*YOUR GOAL*: Images do not belong in the copy. Set down all the entries exactly.

*EXERCISE INPUT*:
════
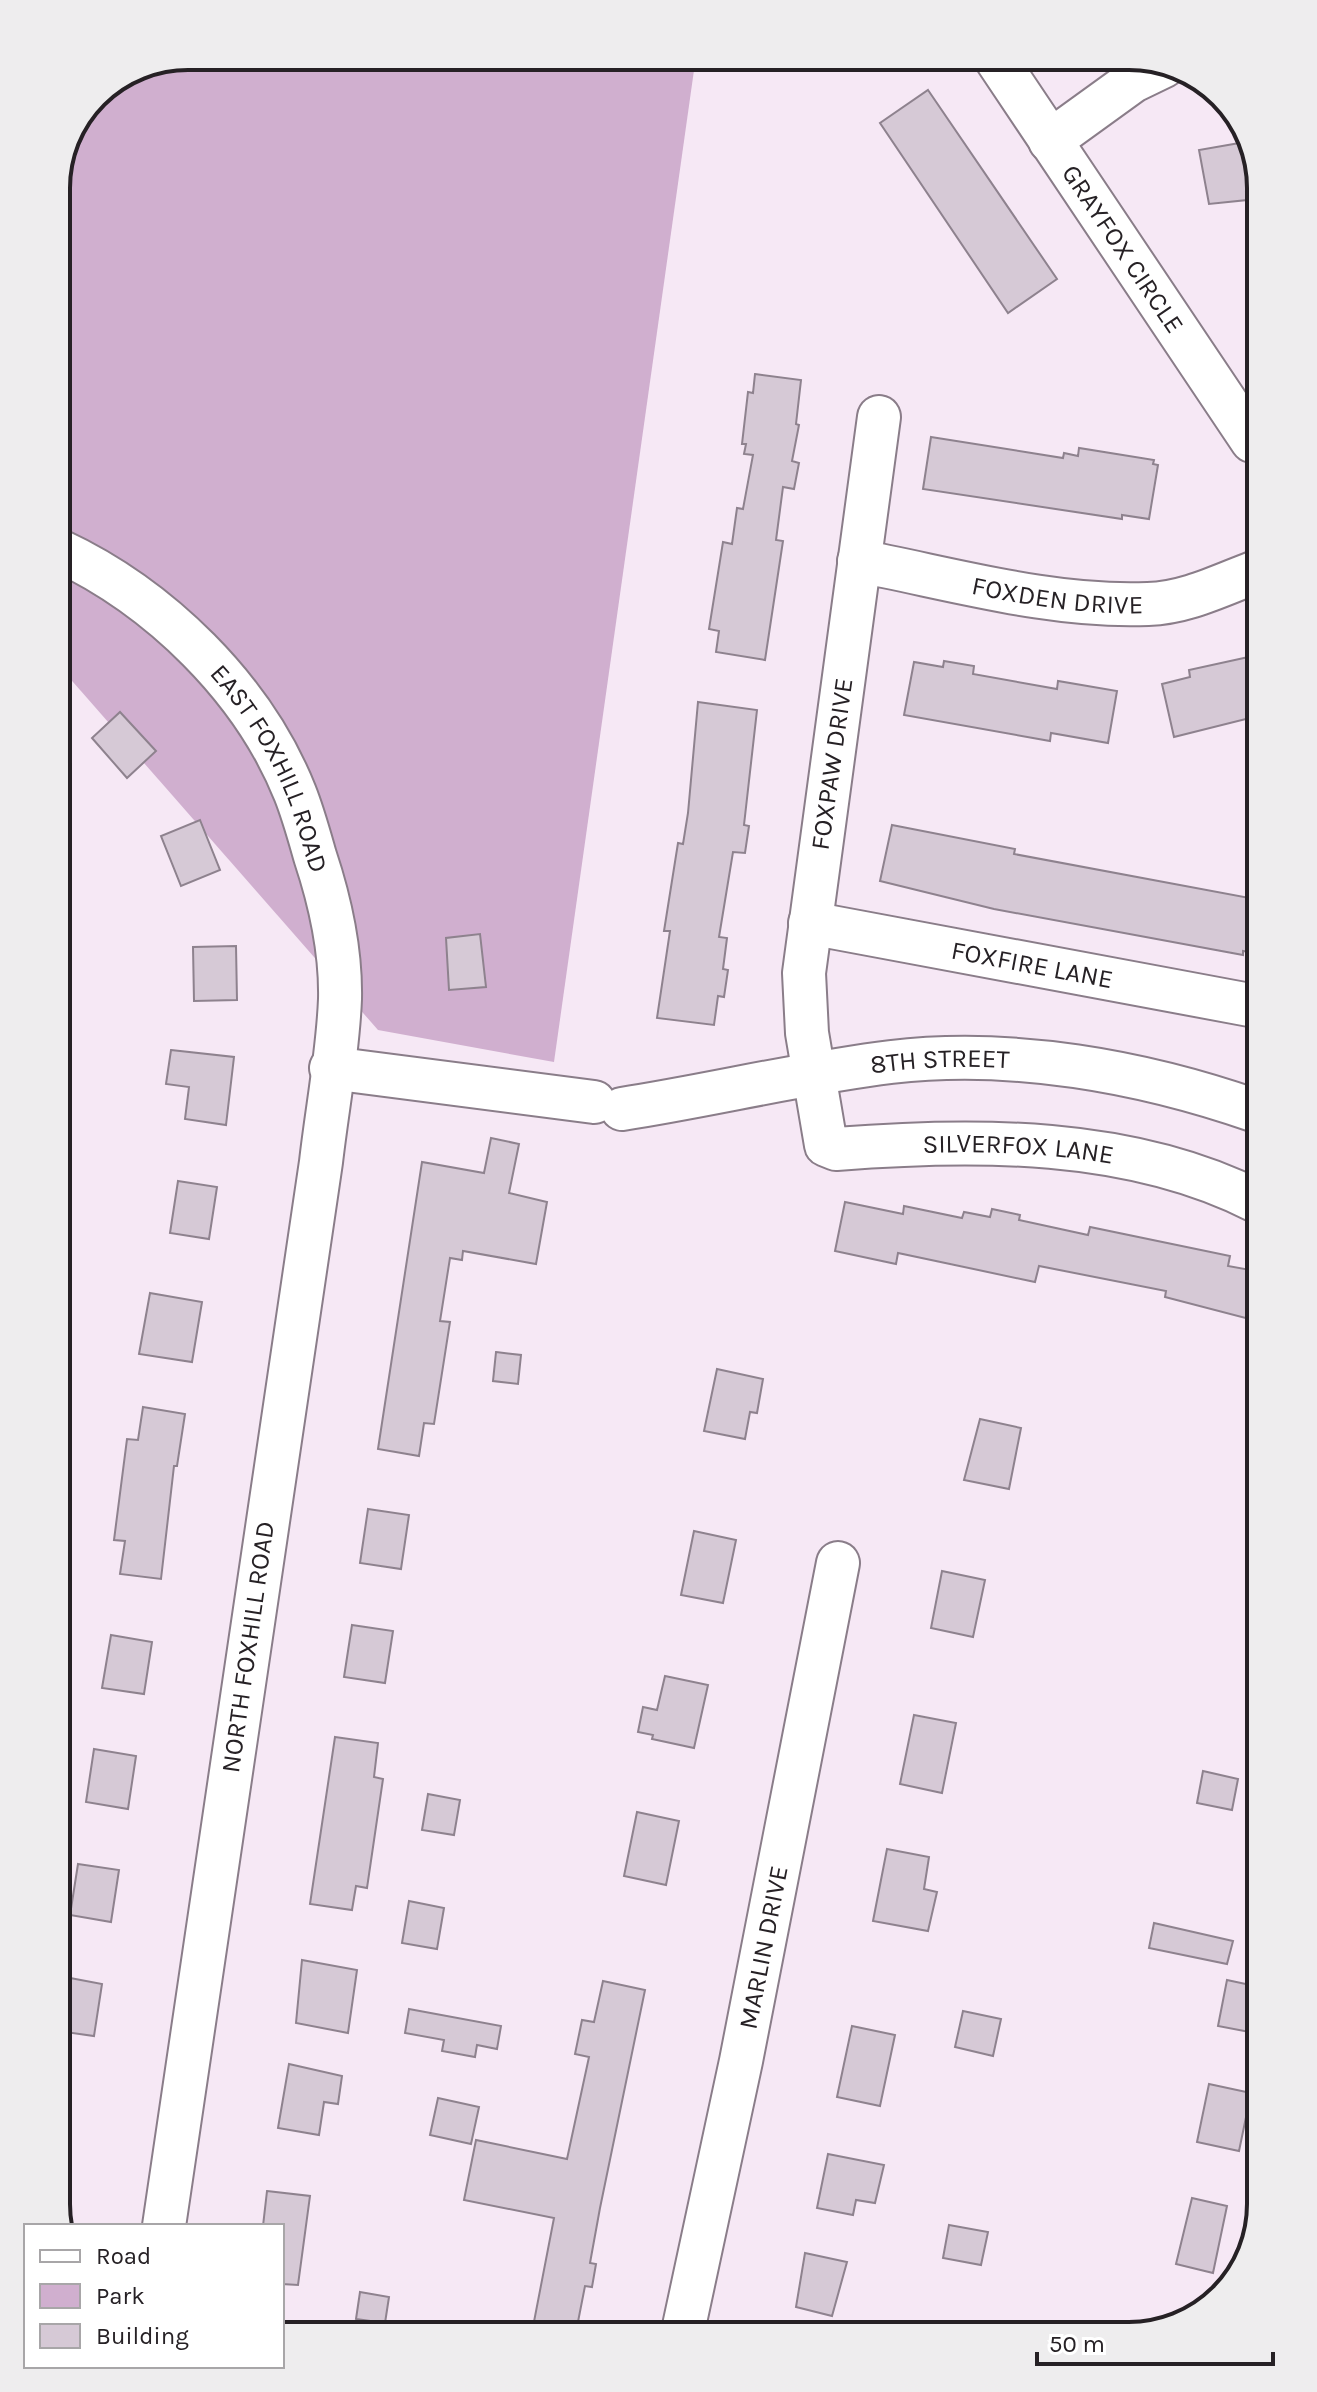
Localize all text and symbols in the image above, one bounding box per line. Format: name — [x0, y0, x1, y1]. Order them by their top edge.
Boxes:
street label: GRAYFOX CIRCLE — [1056, 159, 1191, 339]
street label: FOXDEN DRIVE — [969, 570, 1143, 620]
street label: EAST FOXHILL ROAD — [204, 658, 335, 876]
street label: FOXPAW DRIVE — [805, 676, 859, 852]
street label: FOXFIRE LANE — [949, 934, 1116, 995]
street label: 8TH STREET — [868, 1042, 1010, 1080]
street label: SILVERFOX LANE — [922, 1128, 1116, 1170]
street label: NORTH FOXHILL ROAD — [215, 1519, 281, 1775]
street label: MARLIN DRIVE — [732, 1863, 794, 2032]
legend — [24, 2224, 284, 2368]
text: Road — [96, 2242, 151, 2270]
text: Park — [96, 2282, 145, 2310]
scale bar — [1037, 2316, 1273, 2366]
text: Building — [96, 2322, 189, 2350]
text: 50 m — [1049, 2330, 1105, 2358]

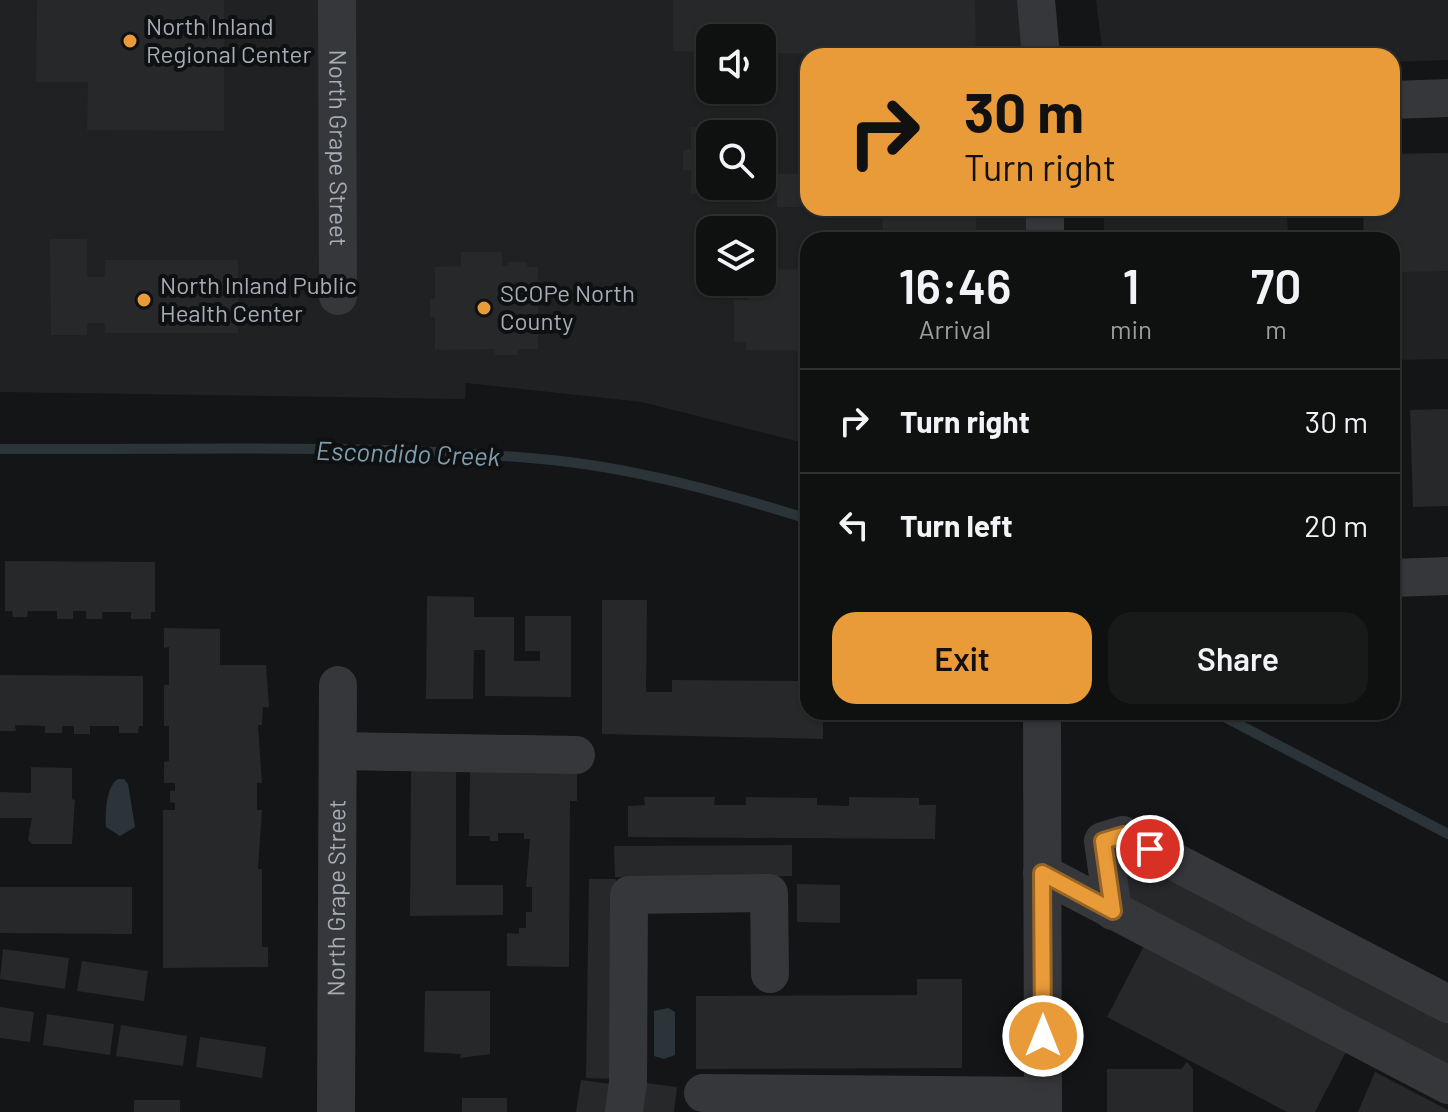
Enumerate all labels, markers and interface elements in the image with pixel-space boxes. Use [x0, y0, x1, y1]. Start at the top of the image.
place label: North Inland Regional Center [146, 11, 311, 68]
map controls [696, 24, 776, 296]
button: sound [696, 24, 776, 104]
marker: North Inland Regional Center [121, 32, 139, 50]
street label: North Grape Street [324, 50, 354, 246]
text: 30 m [964, 77, 1084, 144]
icon: right [832, 80, 936, 184]
button: search [696, 120, 776, 200]
text: Turn right [964, 145, 1116, 188]
button: layers [696, 216, 776, 296]
text: 16:46 [899, 256, 1011, 314]
text: 1 [1123, 256, 1140, 314]
text: 70 [1251, 256, 1301, 314]
place label: North Inland Public Health Center [160, 270, 357, 327]
place label: SCOPe North County [500, 278, 635, 335]
marker: North Inland Public Health Center [135, 291, 153, 309]
marker: SCOPe North County [475, 299, 493, 317]
text: Arrival [919, 313, 991, 344]
text: min [1110, 313, 1152, 344]
text: m [1265, 313, 1287, 344]
icon: right [832, 399, 876, 443]
text: Turn right [900, 403, 1030, 439]
text: 30 m [1305, 403, 1368, 439]
water label: Escondido Creek [315, 434, 501, 471]
icon: left [832, 503, 876, 547]
text: Turn left [900, 507, 1013, 543]
text: 20 m [1304, 507, 1368, 543]
button: Exit [832, 612, 1092, 704]
button: Share [1108, 612, 1368, 704]
street label: North Grape Street [321, 799, 350, 996]
pin [1116, 815, 1184, 883]
icon: arrive [1128, 827, 1172, 871]
position arrow [1001, 994, 1085, 1078]

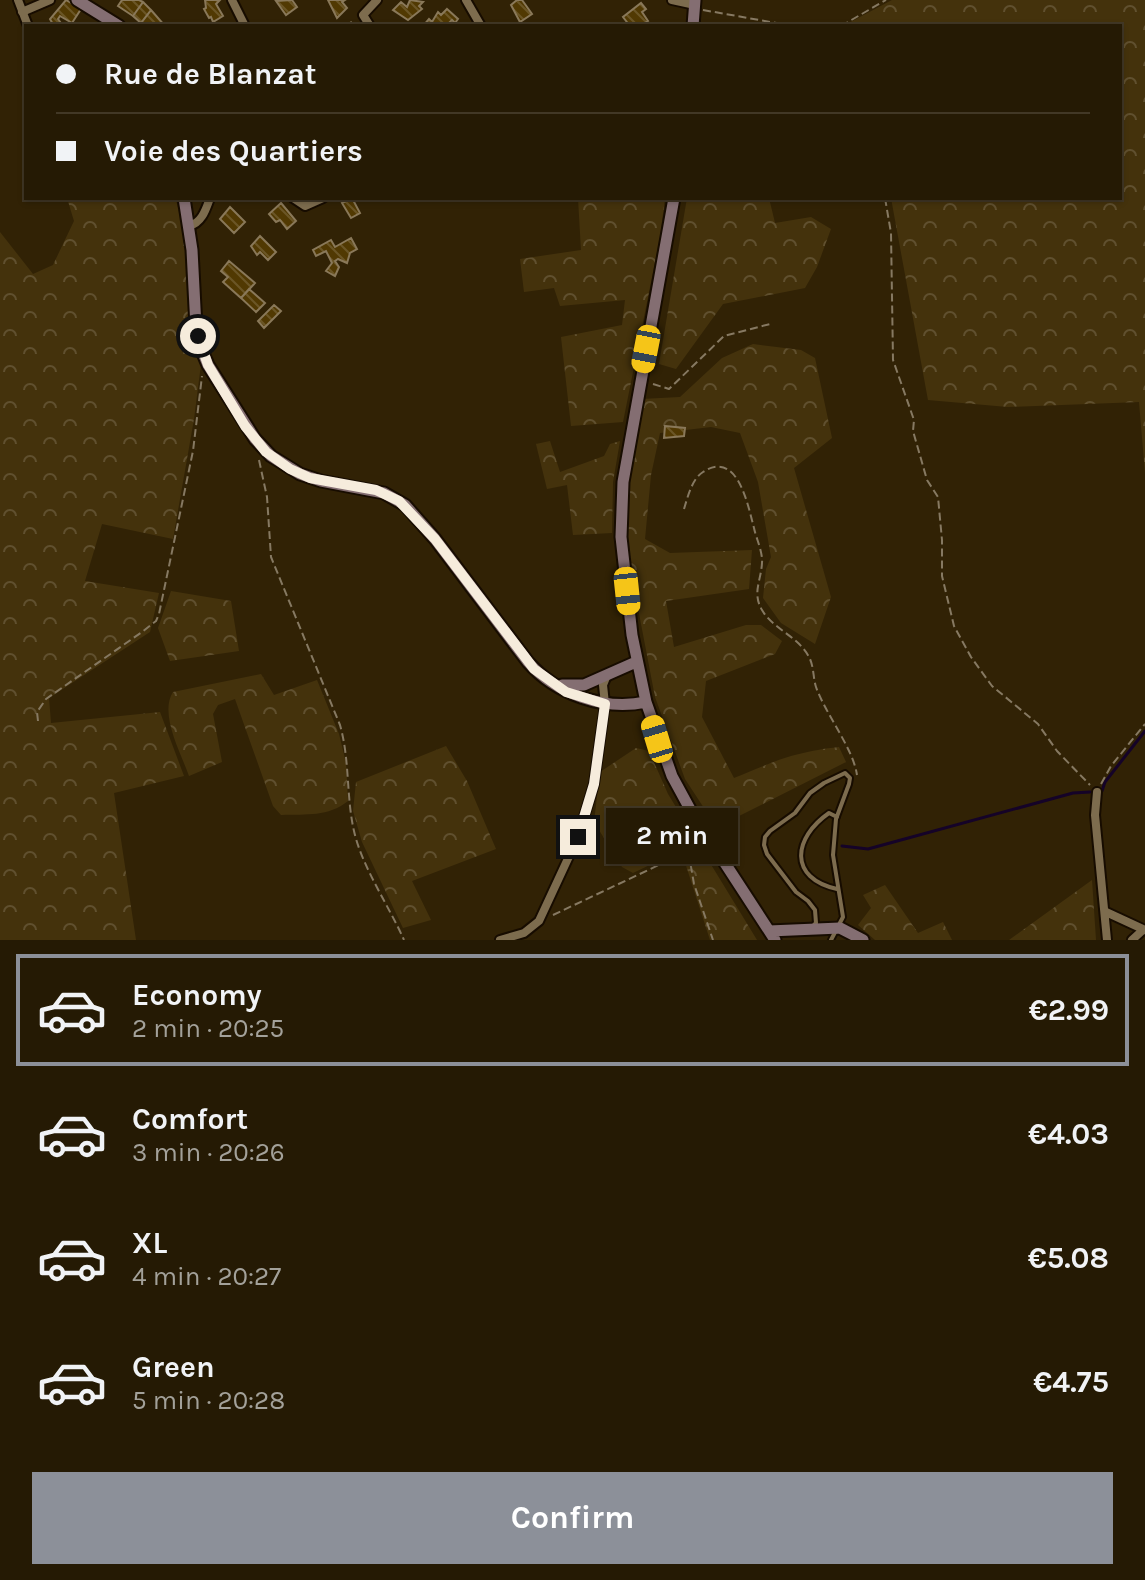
════
*TASK ANSWER*:
Localize all text and symbols in the image above, one bounding box per line. Format: name — [x0, y0, x1, y1]. Order them by their top edge.
Boxes:
street label: GRAYFOX CIRCLE — [1056, 159, 1191, 339]
street label: FOXDEN DRIVE — [969, 570, 1143, 620]
street label: EAST FOXHILL ROAD — [204, 658, 335, 876]
street label: FOXPAW DRIVE — [805, 676, 859, 852]
street label: FOXFIRE LANE — [949, 934, 1116, 995]
street label: 8TH STREET — [868, 1042, 1010, 1080]
street label: SILVERFOX LANE — [922, 1128, 1116, 1170]
street label: NORTH FOXHILL ROAD — [215, 1519, 281, 1775]
street label: MARLIN DRIVE — [732, 1863, 794, 2032]
legend — [24, 2224, 284, 2368]
text: Road — [96, 2242, 151, 2270]
text: Park — [96, 2282, 145, 2310]
scale bar — [1037, 2316, 1273, 2366]
text: Building — [96, 2322, 189, 2350]
text: 50 m — [1049, 2330, 1105, 2358]

Enumerate all labels, markers and interface elements in the image with pixel-space boxes. Use [x0, y0, x1, y1]. Start at the top of the image.
place label: North Inland Regional Center [146, 11, 311, 68]
map controls [696, 24, 776, 296]
button: sound [696, 24, 776, 104]
marker: North Inland Regional Center [121, 32, 139, 50]
street label: North Grape Street [324, 50, 354, 246]
text: 30 m [964, 77, 1084, 144]
icon: right [832, 80, 936, 184]
button: search [696, 120, 776, 200]
text: Turn right [964, 145, 1116, 188]
button: layers [696, 216, 776, 296]
text: 16:46 [899, 256, 1011, 314]
text: 1 [1123, 256, 1140, 314]
text: 70 [1251, 256, 1301, 314]
place label: North Inland Public Health Center [160, 270, 357, 327]
place label: SCOPe North County [500, 278, 635, 335]
marker: North Inland Public Health Center [135, 291, 153, 309]
marker: SCOPe North County [475, 299, 493, 317]
text: Arrival [919, 313, 991, 344]
text: min [1110, 313, 1152, 344]
text: m [1265, 313, 1287, 344]
icon: right [832, 399, 876, 443]
text: Turn right [900, 403, 1030, 439]
text: 30 m [1305, 403, 1368, 439]
water label: Escondido Creek [315, 434, 501, 471]
icon: left [832, 503, 876, 547]
text: Turn left [900, 507, 1013, 543]
text: 20 m [1304, 507, 1368, 543]
button: Exit [832, 612, 1092, 704]
button: Share [1108, 612, 1368, 704]
street label: North Grape Street [321, 799, 350, 996]
pin [1116, 815, 1184, 883]
icon: arrive [1128, 827, 1172, 871]
position arrow [1001, 994, 1085, 1078]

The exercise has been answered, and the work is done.